PROBLEM STATEMENT> Each line below that carries the string "JSON" must appear in the answer.

EXERCISE INPUT>
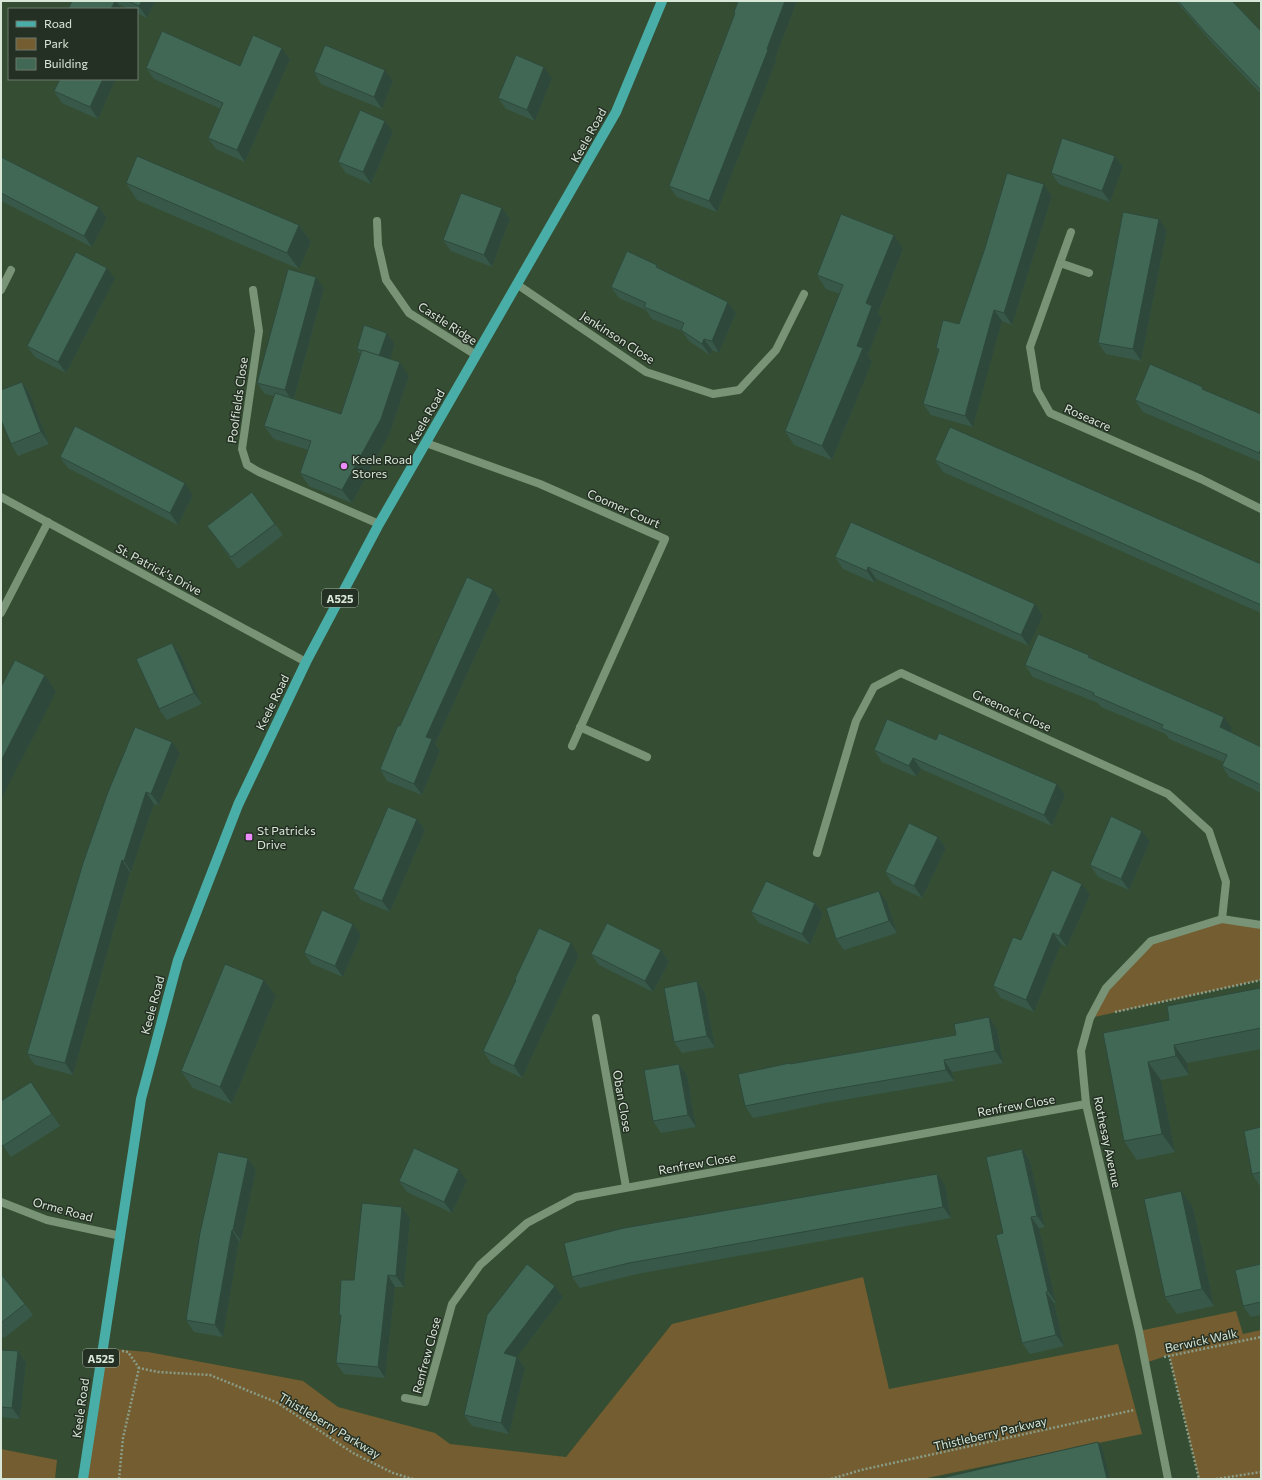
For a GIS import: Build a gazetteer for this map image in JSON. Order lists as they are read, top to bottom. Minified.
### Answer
{"streets":{"main road":["Keele Road","A525"],"street":["Castle Ridge","Jenkinson Close","Poolfields Close","Roseacre","Coomer Court","St. Patrick's Drive","Greenock Close","Oban Close","Renfrew Close","Rothesay Avenue","Orme Road"],"path":["Berwick Walk","Thistleberry Parkway"]},"crossings":[["Keele Road","Castle Ridge"],["Keele Road","Jenkinson Close"],["Keele Road","Poolfields Close"],["Keele Road","Coomer Court"],["Keele Road","St. Patrick's Drive"],["Keele Road","Orme Road"],["Greenock Close","Rothesay Avenue"],["Oban Close","Renfrew Close"],["Renfrew Close","Rothesay Avenue"],["Rothesay Avenue","Berwick Walk"],["Rothesay Avenue","Thistleberry Parkway"]],"places":{"other":["Keele Road Stores"],"transit":["St Patricks Drive"]},"legend":["Road","Park","Building"]}
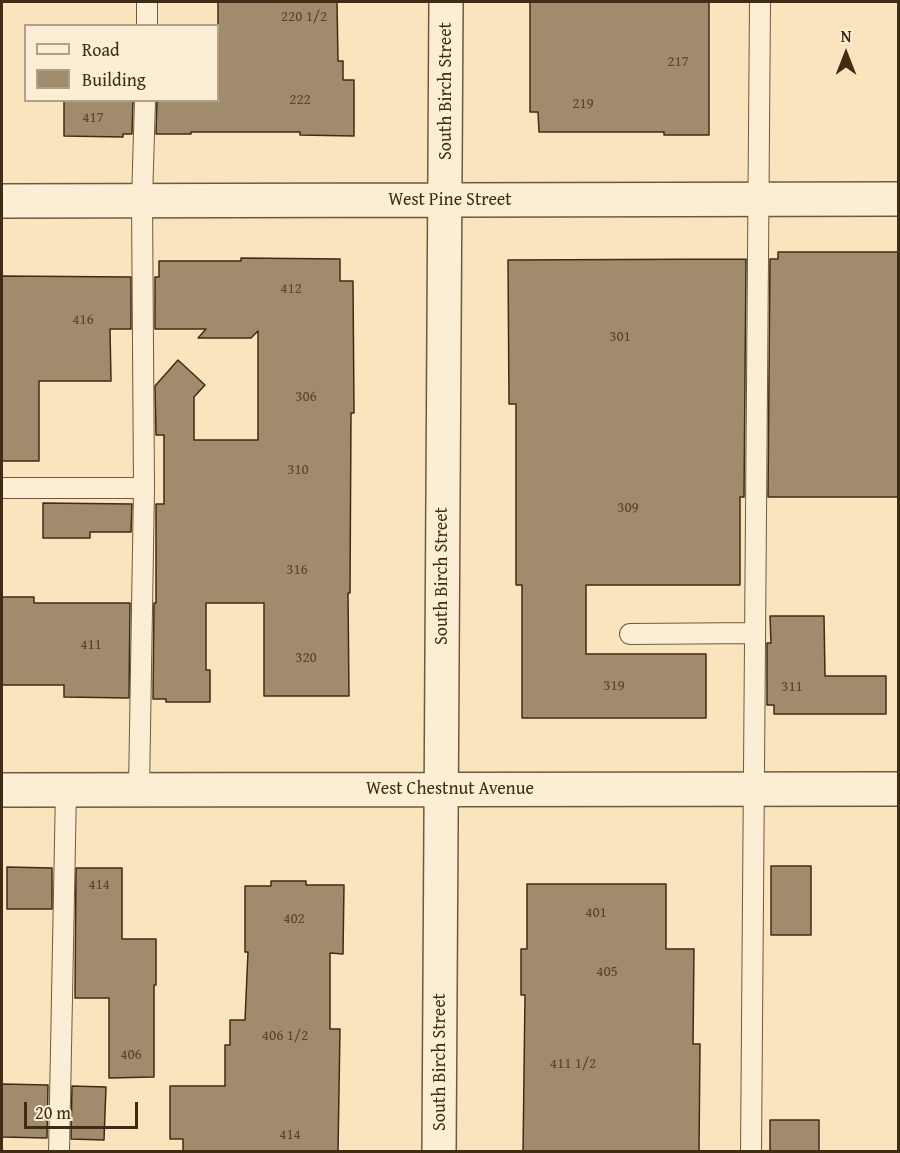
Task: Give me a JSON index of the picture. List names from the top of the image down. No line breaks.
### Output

YOUR RESPONSE>
For a GIS import: Build a gazetteer for this map image in JSON. Order lists as they are read, top to bottom. Minified.
Task: Give me a JSON index of the picture. List names from the top of the image down. No line breaks.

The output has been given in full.